Вика ахнула, закрыла губы ладошками, – Прости, что стала причиной, мимоходом затронувшей твою трагедию, Рудик… Ой! Прости, что так сказала. Лора же всегда тебя так называла….
– Всё нормально, – он взял её небольшую ладошку в свою. – В чём твоя вина? Сам же тебе о том и сказал…
– Может, пройдёмся до той рощицы? – предложила она. – Там тень и есть место для пикника. Скамеечки, столик…
– Прогуляться, это мысль, – согласился он. – Но не ради скамеечки. Дедом я себя, всё же, не ощущаю ничуть, – он встал, ожидая, что она последует его примеру.
– Да ты и не похож на деда! – засмеялась чья-то брошенная жена, сияя своими узкими, но яркими и очевидно лукавыми глазами, девичьими ямочками, и легко спрыгнула в его руки с останца давней платформы, маленькая, гибкая, абсолютно молодая по всем тем осязательным ощущениям, что и возникли. Когда она сидела, то до земли не доставала своими ногами, и он вдруг подумал, а как она на эту опрокинутую плиту и запрыгнула-то? Он даже того и не заметил. Но приглядевшись, обнаружил, что один край плиты был намного ниже другого, утопленный в травах. Выходит, она села, а потом уж и добралась до него.
На краткий лишь миг, но миг сообщивший ему, что эта соломенная вдова готова на всё, он задержал её в своих руках. Почему возникла эта мысль? Явно вошедшая в него извне, посланная врачом-акушером с её девчоночьей чёлкой, маскирующей выпуклый лоб, считаемый ею за ту часть лица, что необходимо маскировать. Чёлка и ямочки, миниатюрная фигурка, как и беспричинный, возбуждённо-дурацкий какой-то смех, придавали ей вид девчонки, только что покинувшей школьный городок.

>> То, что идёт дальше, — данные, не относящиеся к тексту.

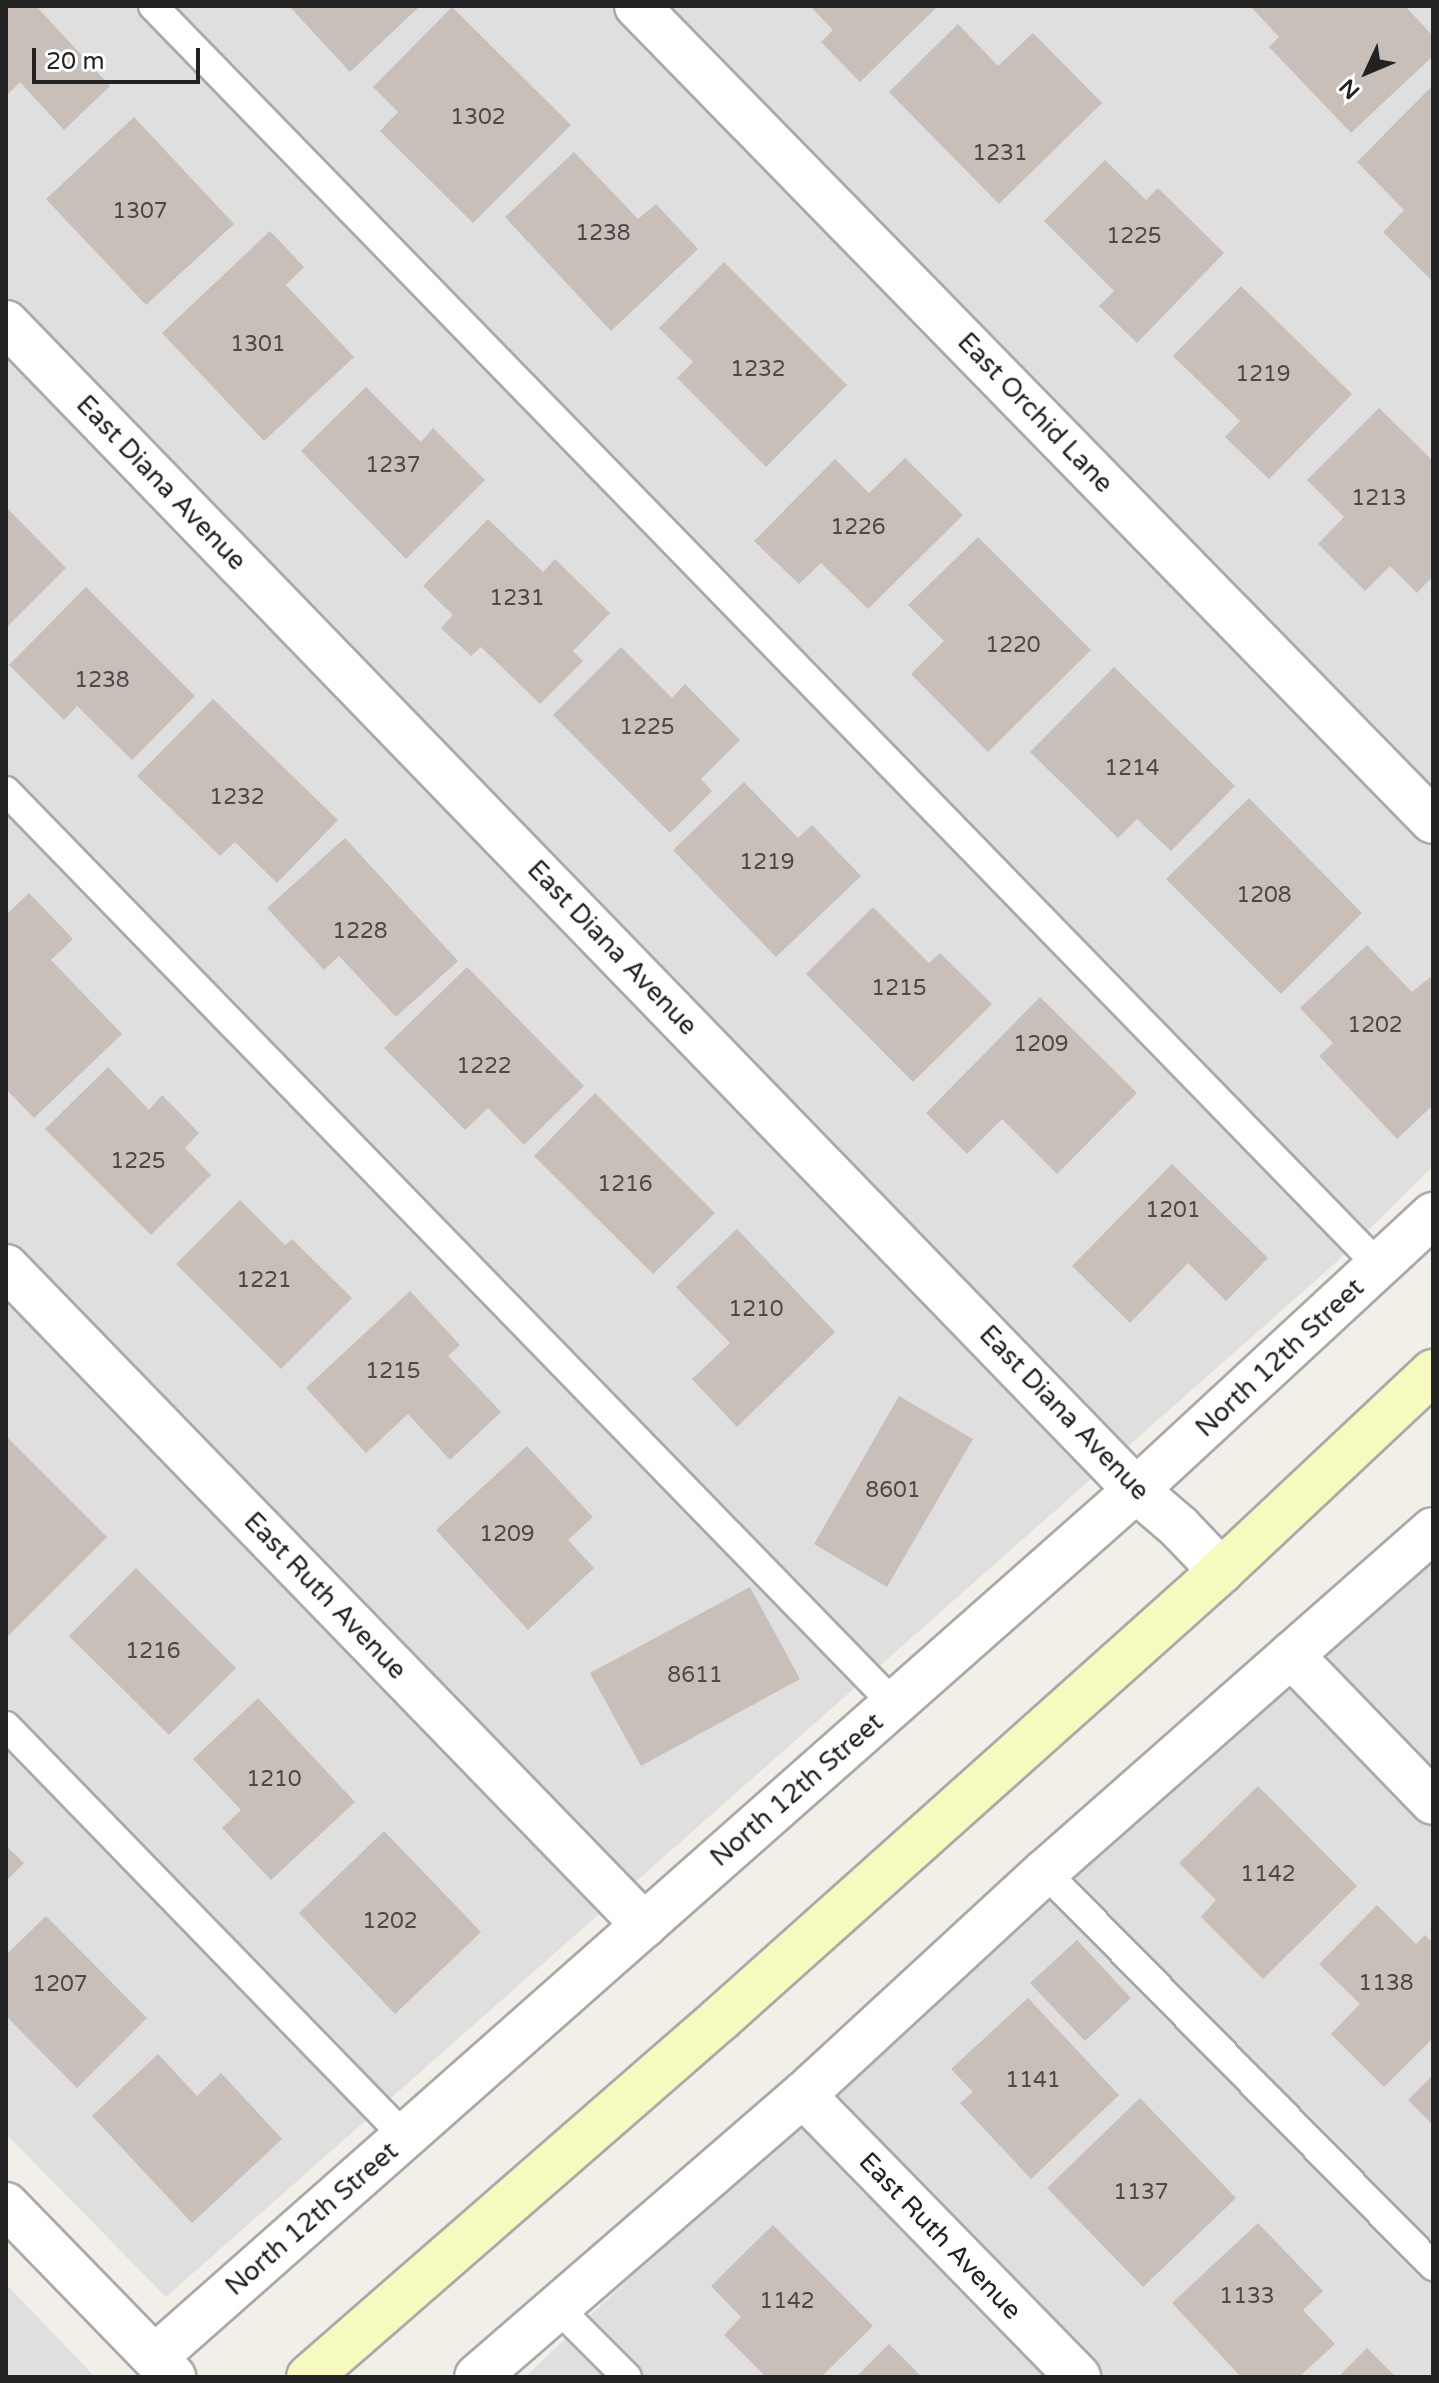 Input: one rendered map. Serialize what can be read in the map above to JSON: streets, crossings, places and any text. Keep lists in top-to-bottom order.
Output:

– Ты похожа на котёнка, – зачем-то сказал он, опустив её на землю, но не отпуская от себя. – Прыгаешь ко мне с таким доверием, будто знаешь меня.
– Разве нет? – спросила она, и ласка, томление и ожидание откровенных глаз изливались на него так, будто именно она провожала когда-то его и плакала у сетки космопорта. Ждала двадцать лет. Не забывала. И вот дождалась. Но это были чужие и тёмные глаза женщины, напрочь забытой, да и в те времена была она посторонней и всегда болтающейся где-то по краю его зрительного поля. То как подруга Лоры, то как приятельница Ксении. И никогда сама по себе не являющаяся некой самостоятельной, пусть и эпизодической фигурой. Он даже и не разговаривал с ней никогда.
– Не знаешь ты меня. Да и не знала никогда. А ведь не боишься отправиться со мной в лес?
– Как же не знала? Ты же был муж моей подруги…
– Какой именно подруги? Их же две штучки имелось у тебя. И у меня… ох! И обжёгся я в своё время, едва не подавился этими жгучими перчинками…
– Когда обжигаешься острыми перчинками, надо запить молочком, – забавляясь, протянула Вика. – Чтобы нормализовать дыхание…
– Молочком? Что есть молочко, Молочникова ты моя? Питательная жидкость для младенцев или любовное млеко для усталого путника по другим мирам? – он вдохнул запах её волос. Это был запах русских лугов, разогретой летним солнцем мяты, незримой, но где-то рядом протекающей тихой речушки. С янтарными кувшинками, прозрачными стрекозами над мелкой водой цвета раух-топаза и мерцающим, как подложка, песчаным дном. Это был запах ушедшей юности, запах земной женщины…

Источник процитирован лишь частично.